- Exercise input
========================================================================
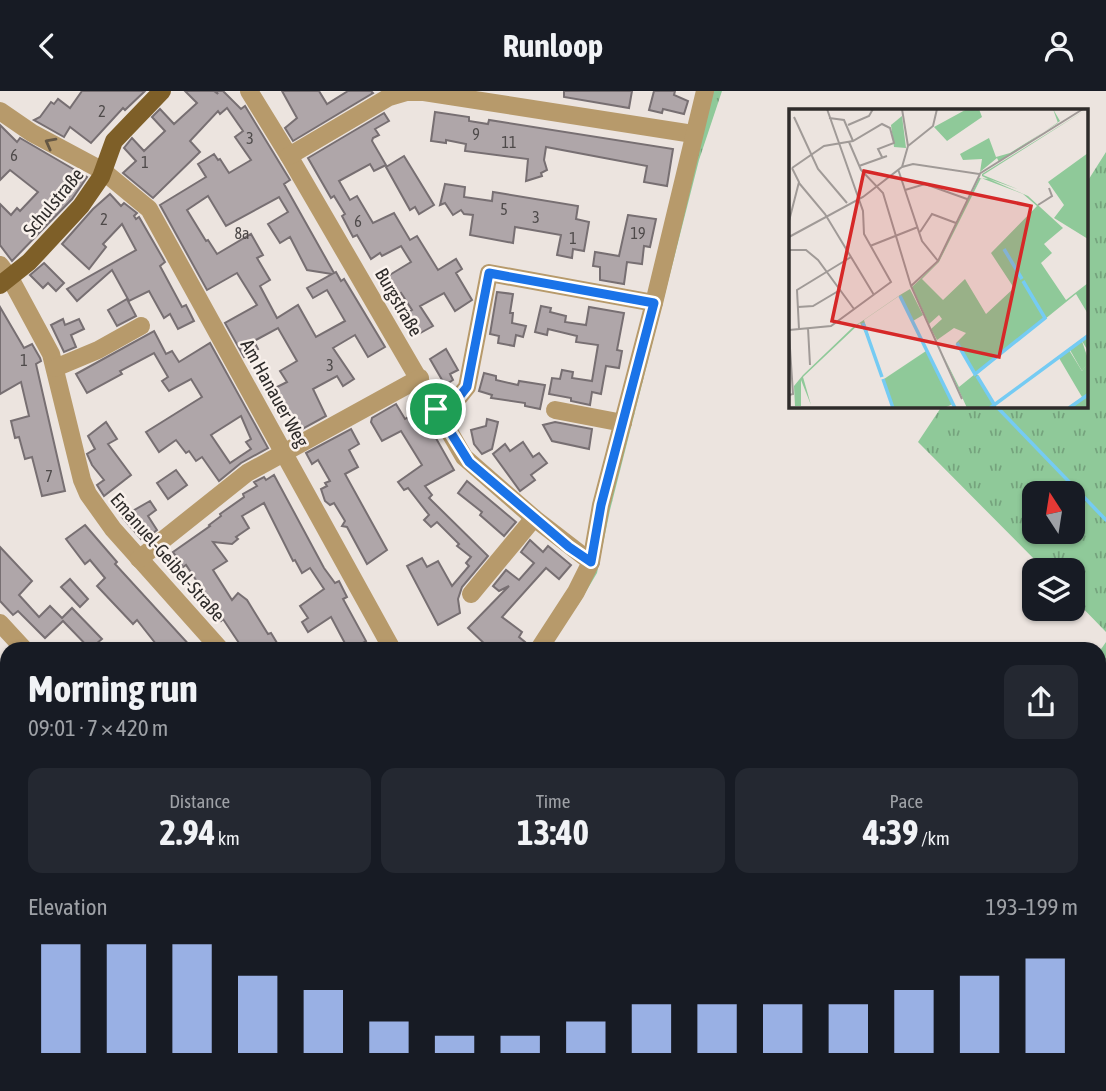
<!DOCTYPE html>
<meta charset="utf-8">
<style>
:root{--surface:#171b24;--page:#242831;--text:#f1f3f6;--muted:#9ea1a6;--accent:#99b0e4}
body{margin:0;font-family:"Asap Condensed",sans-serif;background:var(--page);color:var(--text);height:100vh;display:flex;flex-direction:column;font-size:26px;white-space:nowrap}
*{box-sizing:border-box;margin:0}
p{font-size:23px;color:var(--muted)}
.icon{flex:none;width:38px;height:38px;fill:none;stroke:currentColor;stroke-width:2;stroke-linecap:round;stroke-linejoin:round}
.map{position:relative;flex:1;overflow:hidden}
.panel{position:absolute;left:0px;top:551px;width:1106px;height:450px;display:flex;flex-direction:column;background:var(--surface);border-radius:21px 21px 0 0;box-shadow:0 2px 5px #0004}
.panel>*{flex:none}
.needle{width:46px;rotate:348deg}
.tools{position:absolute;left:1022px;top:390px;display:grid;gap:14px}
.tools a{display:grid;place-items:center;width:63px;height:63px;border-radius:14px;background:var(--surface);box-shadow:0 2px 5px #0004;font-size:35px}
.pin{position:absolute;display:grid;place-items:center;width:60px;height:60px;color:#fff;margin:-30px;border:4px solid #fff;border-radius:50%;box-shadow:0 2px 7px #0007}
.round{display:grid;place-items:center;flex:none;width:74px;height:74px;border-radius:14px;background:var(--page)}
.summary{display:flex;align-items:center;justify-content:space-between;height:119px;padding:0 28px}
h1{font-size:38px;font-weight:700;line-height:52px}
.metrics{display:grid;grid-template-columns:repeat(3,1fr);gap:10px;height:119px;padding:7px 28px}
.metrics div{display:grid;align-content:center;border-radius:14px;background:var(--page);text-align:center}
.metrics b{font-size:35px;font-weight:700}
.metrics small{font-size:19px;font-weight:400}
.metrics p{font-size:19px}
.chart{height:196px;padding:14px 28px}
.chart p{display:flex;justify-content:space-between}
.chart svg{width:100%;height:126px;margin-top:7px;stroke:var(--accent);stroke-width:6}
header{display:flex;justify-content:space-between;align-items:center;height:91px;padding:0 28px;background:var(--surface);font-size:32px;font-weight:700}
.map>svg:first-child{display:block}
</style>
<header><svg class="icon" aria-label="back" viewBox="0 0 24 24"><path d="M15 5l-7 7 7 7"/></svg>Runloop<svg class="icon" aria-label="person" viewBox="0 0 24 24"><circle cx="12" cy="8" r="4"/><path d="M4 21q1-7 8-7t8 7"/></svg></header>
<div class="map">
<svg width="1106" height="1000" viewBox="0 0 1106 1000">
<defs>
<pattern id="grass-tufts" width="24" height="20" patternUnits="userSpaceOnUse" patternTransform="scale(1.75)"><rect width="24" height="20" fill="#8fc999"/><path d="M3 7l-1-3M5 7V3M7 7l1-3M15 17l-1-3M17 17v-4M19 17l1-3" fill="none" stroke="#75a37d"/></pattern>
</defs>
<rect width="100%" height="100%" fill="#ece4df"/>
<!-- grass -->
<g fill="url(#grass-tufts)" fill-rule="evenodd">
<polygon points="713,0 722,0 699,69 610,419 597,482 578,514"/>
<path d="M1106,61v480l-33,-34v-27l-28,-1 -127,-128 24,-36h145v-224zM1034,402h39v39h-39z"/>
<polygon points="1106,551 1106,992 1099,1000 844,1000 839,994 1099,994 1099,561"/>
</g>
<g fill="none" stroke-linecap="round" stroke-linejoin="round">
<!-- stream -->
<g stroke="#75cbf3" stroke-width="3.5">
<polyline points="996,315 1106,429"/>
<polyline points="214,994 218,1000"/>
<polyline points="592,994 597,1000"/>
<polyline points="845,994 851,1000"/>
<polyline points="1094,1000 1106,985"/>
</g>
</g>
<!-- building -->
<g fill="#afa6a9" stroke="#776f72" stroke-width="2" fill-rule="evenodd">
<polygon points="82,0 145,0 125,19 123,17 91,52 70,36 64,46 34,29 40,26 51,11 54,13 58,8 70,17"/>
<path d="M185,0h29l4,3 -2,-3h7l18,18 4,-3 45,74 -6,4 50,89 2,-1 5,9 3,-2 41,68 -17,10 -13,-22 -22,13 21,31 -11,7 -6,-10 -24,13 13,27 -29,16 -14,-26 -7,4 -9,-18 20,-10 -7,-11 17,-10 -19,-33 -24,13 4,8 -14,8 -19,-34 32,-18 -20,-32 -30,17 -47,-85 46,-28 -8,-13 16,-10 4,6 2,-1 9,14 22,-13 -16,-23 8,-6 -16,-23 -7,6 -2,-3 -28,30 10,11 -47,46 -30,-25 13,-12 -12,-13 8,-10 12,13 21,-20 -13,-14 8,-8 14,15 23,-21zM208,105l18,30 53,-29 9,15 -20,12 12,19 10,-6 17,33 25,4 -25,14 6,10 14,-8 18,31 -29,16 -18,-32 -21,13 -17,-32 10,-6 -13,-22 6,-3 -12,-21 -34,20 -9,-14 -2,1 -19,-31z"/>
<polygon points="282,0 319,0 327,13 348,0 371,0 373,2 293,50 285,37 297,27"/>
<polygon points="564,0 632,0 629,17 564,6"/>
<polygon points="654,0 675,0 674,4 688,10 684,23 663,18 662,22 649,19"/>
<polygon points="435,21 469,26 469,30 488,33 489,29 673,58 667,95 644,91 647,75 546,56 544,69 547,79 541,82 542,85 526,90 528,68 465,60 466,53 446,49 446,52 431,50"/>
<polygon points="384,22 389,30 375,38 379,44 373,47 372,50 386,74 374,80 370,73 339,90 350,109 357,105 373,132 394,122 410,149 417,145 438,179 456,168 462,178 456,182 472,209 455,220 444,202 420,215 433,235 415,245 403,224 412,219 401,202 395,206 391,202 383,188 411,171 401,155 382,165 380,162 371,168 357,144 353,146 342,125 345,123 334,105 331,107 308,67"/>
<polygon points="0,34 17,51 20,47 87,86 72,108 12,170 0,154 0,113 11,124 17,117 20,120 38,101 10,79 0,89"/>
<polygon points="404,65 434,114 419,123 415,116 410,119 386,76"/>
<polygon points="445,93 465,96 464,106 492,110 493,101 578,115 576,128 589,131 584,160 573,158 572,167 557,164 561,144 515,136 513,152 470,144 473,124 464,123 461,119 453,124 445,112 440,114"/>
<polygon points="110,103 121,115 124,112 137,122 134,125 136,128 139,126 165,171 160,175 182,216 186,214 194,230 178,238 170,223 164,227 149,200 129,210 112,179 77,210 67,198 136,159 122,133 103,153 106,156 89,178 62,153 93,118"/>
<polygon points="628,124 656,128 650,156 644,155 642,173 627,171 624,193 600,189 600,176 593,175 595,161 619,165"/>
<polygon points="44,172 64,192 56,200 48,192 43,197 30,184"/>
<polygon points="497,201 513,203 510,222 513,222 512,232 526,235 523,246 516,244 514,255 498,252 499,245 490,243"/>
<polygon points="127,208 136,225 117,235 108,219"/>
<polygon points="541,215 551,217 550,221 566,225 565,231 586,234 589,216 624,222 617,259 622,260 619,277 606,275 601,303 592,301 590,314 571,310 571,307 549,303 552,287 560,288 562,279 573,281 572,287 592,290 598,254 576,251 577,245 548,238 547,244 535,241"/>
<polygon points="0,216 24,257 32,253 40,267 41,270 36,273 65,400 42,405 32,366 25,368 19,346 15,347 11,330 29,325 21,291 0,303"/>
<polygon points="63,228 65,234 79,228 84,238 71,244 76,256 64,261 51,234"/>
<path d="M154,240l12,23 6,-3 7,11 31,-19 58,105 -27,15 -22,18 -17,-24 -6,4 -7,-10 -3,2 -10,-13 -17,12 -13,-20 56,-35 -11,-18 -22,12 -7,-10 6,-4 -14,-24 -34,18 2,3 -35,19 -11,-19zM241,325l10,23 -5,3 5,7 -21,14 -19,-28z"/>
<polygon points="446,258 458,279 450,283 453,289 445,294 430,268"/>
<polygon points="484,282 496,285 496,289 518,294 519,290 545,294 540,318 525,315 525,312 491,307 492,304 479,300"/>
<polygon points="396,313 405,328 420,319 454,379 425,395 432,404 429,407 488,465 462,496 458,508 460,522 438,534 407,475 422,467 427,476 438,470 452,495 469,475 466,472 471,466 457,455 459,453 437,431 431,436 424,429 429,424 408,397 404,399 398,391 422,374 401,340 382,350 371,331 372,327"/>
<polygon points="487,328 498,331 492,358 482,363 474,353 471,339 486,335"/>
<polygon points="106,331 117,348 108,353 131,384 104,405 97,394 104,389 92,374 87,363 95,358 88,345"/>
<polygon points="555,331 592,338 589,358 552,350 543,334"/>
<polygon points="351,338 359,353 349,359 358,376 345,383 387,459 367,473 347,436 342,435 345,430 334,412 330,414 325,410 321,398 327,395 325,392 330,390 318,369 312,373 306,362"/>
<polygon points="523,351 533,366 539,362 547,372 531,384 535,389 520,400 493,363 505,353 510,360"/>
<polygon points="176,379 187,394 168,408 157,392"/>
<polygon points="274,384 324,477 335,492 339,490 347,506 343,508 366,550 352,558 348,558 331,526 308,541 302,531 308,527 300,515 324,498 310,477 302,482 295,469 293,470 264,412 242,425 249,437 236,446 238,448 232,453 213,451 227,470 213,479 232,509 238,502 247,509 268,543 271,542 277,552 267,558 247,558 243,553 241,555 223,528 221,530 207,510 204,512 193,496 198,492 186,474 183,476 173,461 210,435 209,434 221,425 220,423 244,406 243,403 257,395 254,391 264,386 266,389"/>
<polygon points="467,390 516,431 504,445 480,424 482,421 458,402"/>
<polygon points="150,410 156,419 148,425 157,439 147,447 145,445 141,448 122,426"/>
<polygon points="85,434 117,471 115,473 193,558 160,558 137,529 133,533 97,495 105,487 90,469 85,473 66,448"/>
<polygon points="530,449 543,461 548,455 571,474 559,488 546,477 502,526 522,541 519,546 525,551 520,558 490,558 468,537 509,495 499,500 493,495 506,479 519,489 534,472 521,461"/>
<polygon points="0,456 32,490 19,504 39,526 50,515 62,527 72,517 102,548 90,558 63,530 45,547 18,520 13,524 0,510"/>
<polygon points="70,488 88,508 80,516 61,496"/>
</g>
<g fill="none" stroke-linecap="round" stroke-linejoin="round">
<!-- minor -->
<g stroke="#b79a6b" stroke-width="18">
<polyline points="249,0 289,65 464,366 534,427 591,471"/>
<polyline points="0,20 32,42 103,80 149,118 392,558"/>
<polyline points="289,65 389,6 406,1 424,1 693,43"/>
<polyline points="0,174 10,187 51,263 82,389 88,403 113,438 220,558"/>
<polyline points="55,277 98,259 141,235"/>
<polyline points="436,318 459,306 467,296 489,182 654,212"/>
<polyline points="555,319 623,332"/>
<polyline points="139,468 247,382 420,287"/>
<polyline points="471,503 534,427"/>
<polyline points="0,532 24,558"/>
<polyline points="539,558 576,501 591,471 601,414 654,212 705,0"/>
<polyline points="0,598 7,591"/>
<polyline points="0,795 7,789"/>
<polyline points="688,994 696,1000"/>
<polyline points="31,1000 36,994"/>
</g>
<!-- major -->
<polyline stroke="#7e5f28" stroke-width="18" points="0,194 29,171 81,115 101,86 114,50 162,0"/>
</g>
<!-- one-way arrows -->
<defs><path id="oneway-chevron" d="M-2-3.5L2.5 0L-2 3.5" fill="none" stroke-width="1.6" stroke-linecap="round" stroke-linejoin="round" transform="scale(1.75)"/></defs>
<use stroke="#655744" href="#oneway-chevron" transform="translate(50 52) rotate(-152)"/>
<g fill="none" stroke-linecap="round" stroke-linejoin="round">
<defs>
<polygon id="route" points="489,182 654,212 601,414 591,471 569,456 469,371 436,318 459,306 467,296"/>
</defs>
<!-- route casing -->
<use href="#route" stroke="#fff" stroke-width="14"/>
<!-- route -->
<use href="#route" stroke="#1a73e8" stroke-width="9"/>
</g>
<g text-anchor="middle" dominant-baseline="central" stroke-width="5" stroke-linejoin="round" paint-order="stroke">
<!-- number labels -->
<g font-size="16" fill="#4e4a4a">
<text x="102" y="20">2</text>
<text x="476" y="43">9</text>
<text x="250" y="47">3</text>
<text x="509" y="51">11</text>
<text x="14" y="64">6</text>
<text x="145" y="71">1</text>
<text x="504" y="118">5</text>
<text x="536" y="126">3</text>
<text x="104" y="128">2</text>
<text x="358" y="130">6</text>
<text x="242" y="142">8a</text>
<text x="638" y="142">19</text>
<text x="573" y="147">1</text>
<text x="24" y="269">1</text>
<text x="330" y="274">3</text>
<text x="49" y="385">7</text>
</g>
<!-- street labels -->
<g font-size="19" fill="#2e2b2a" stroke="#f9f1ec">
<text transform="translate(53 111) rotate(-50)">Schulstraße</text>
<text transform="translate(399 211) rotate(60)">Burgstraße</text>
<text transform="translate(275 302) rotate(61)">Am Hanauer Weg</text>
<text transform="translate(168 466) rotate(49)">Emanuel-Geibel-Straße</text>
</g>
</g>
<!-- overview -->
<g transform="translate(789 18)">
<rect width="299" height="299" fill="#ece4df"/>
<path d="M178,0h12l3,8 -35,24 -13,-14zM264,0l7,12 -61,41 -2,-4 -17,14 2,-13 -19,1 -3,-6 29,-16 7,19 14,-4 48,-30zM298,0l-104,66 37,15 -31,-11 39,17 35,32 -19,16 8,9 -11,10 25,37 22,-17v31l-12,-20 -99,80 18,30 93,-70v17l-6,-10 -13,9 13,21 6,-9v46h-21l15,-11 -23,-39 -64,47 2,3h-30l-24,-53 16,32 16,-13 -19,-31 10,-10 -12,-5 -17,12 -6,-11 11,-10 -3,-4 -10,9 -17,-37 26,-25 41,-84 9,1 -6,-3v-2zM192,69l42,16 14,12 -46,47 23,35 -28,26 -21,-35 -22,21 -21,-21 17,-17zM299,44v86l-34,-21 10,-13 -16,-23zM111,186l27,54 -28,-53 -35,24 8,26 -12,-23 -57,54 8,28 -10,-25v26h-6l-1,-20 9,-11 49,-47zM137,242l27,53 -9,4h-50l-10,-29z" fill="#8fc999" fill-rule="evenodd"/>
<path d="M293,232l7,21 -7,9 -12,-21z" fill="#8fc999"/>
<path d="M113,7l4,32 -12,-1 -3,-22z" fill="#8fc999"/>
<path d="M121,180l13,26 -10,6 -13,-26z" fill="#8fc999"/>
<path fill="none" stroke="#75cbf3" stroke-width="3.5" d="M215,140l18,30M111,187l55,112M74,214l19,54M168,234l18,31 70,-56 -22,-37M188,267l17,28M94,270l10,29M201,299l99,-73M280,299l20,-14"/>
<path fill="none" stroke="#a09a97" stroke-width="2" d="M113,0l6,37 -6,21M5,8l24,52 29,34M40,9l15,2 9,21M59,16l21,-9 4,-7M60,33l12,28 22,23 28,93 51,113M119,37l25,-20 4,-17M70,57l28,-10M3,59l32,-22 29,-5 29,-17 8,4 4,15 -16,6 4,8M109,60l24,72 16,20M10,74l26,31 49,81M116,81l20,-6 42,15M249,96l14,-9 -3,-8M0,112l10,-39 -7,-14M131,123l12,-18 24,9M0,128l74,-40 39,-30 11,-3 66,10 104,-65M81,137l48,-19M0,141h17l12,10 36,49M122,177l27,-25 42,-87M9,198l15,-1 27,-16M19,219l2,37M10,220l-2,-39 54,-33M0,221l42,-4 60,-44 -27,-48 -1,-23 -36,-102M0,224l4,61 -4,1"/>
<path fill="#d62828" fill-opacity="0.15" stroke="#d62828" stroke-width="3.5" d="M75,62l167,35 -32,151 -167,-36z"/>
<rect width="299" height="299" fill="none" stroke="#2e2b2a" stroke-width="3.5"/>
</g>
</svg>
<div class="tools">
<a><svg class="needle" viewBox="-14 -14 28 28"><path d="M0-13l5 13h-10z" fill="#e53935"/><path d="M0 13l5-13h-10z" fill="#9ea1a6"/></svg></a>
<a><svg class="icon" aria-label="layers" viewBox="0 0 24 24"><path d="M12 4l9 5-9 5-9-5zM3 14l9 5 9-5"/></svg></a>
</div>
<div class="pin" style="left:436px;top:318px;background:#1e9e55"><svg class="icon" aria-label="arrive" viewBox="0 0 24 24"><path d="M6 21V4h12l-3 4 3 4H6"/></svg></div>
<section class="panel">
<div class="summary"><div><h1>Morning run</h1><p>09:01 · 7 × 420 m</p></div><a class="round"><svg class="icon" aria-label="share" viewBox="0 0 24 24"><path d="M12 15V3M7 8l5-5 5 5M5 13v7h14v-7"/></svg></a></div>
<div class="metrics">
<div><p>Distance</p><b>2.94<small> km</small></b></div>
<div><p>Time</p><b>13:40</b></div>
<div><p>Pace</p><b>4:39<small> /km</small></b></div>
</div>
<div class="chart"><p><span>Elevation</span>193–199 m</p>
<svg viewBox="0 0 160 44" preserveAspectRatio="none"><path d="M5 44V6M15 44V6M25 44V6M35 44V17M45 44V22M55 44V33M65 44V38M75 44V38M85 44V33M95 44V27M105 44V27M115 44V27M125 44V27M135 44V22M145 44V17M155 44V11"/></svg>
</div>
</section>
</div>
========================================================================
- What you will do
In the listing above, find each line with the word "tools" and copy it out.

- Task answer
.tools{position:absolute;left:1022px;top:390px;display:grid;gap:14px}
.tools a{display:grid;place-items:center;width:63px;height:63px;border-radius:14px;background:var(--surface);box-shadow:0 2px 5px #0004;font-size:35px}
<div class="tools">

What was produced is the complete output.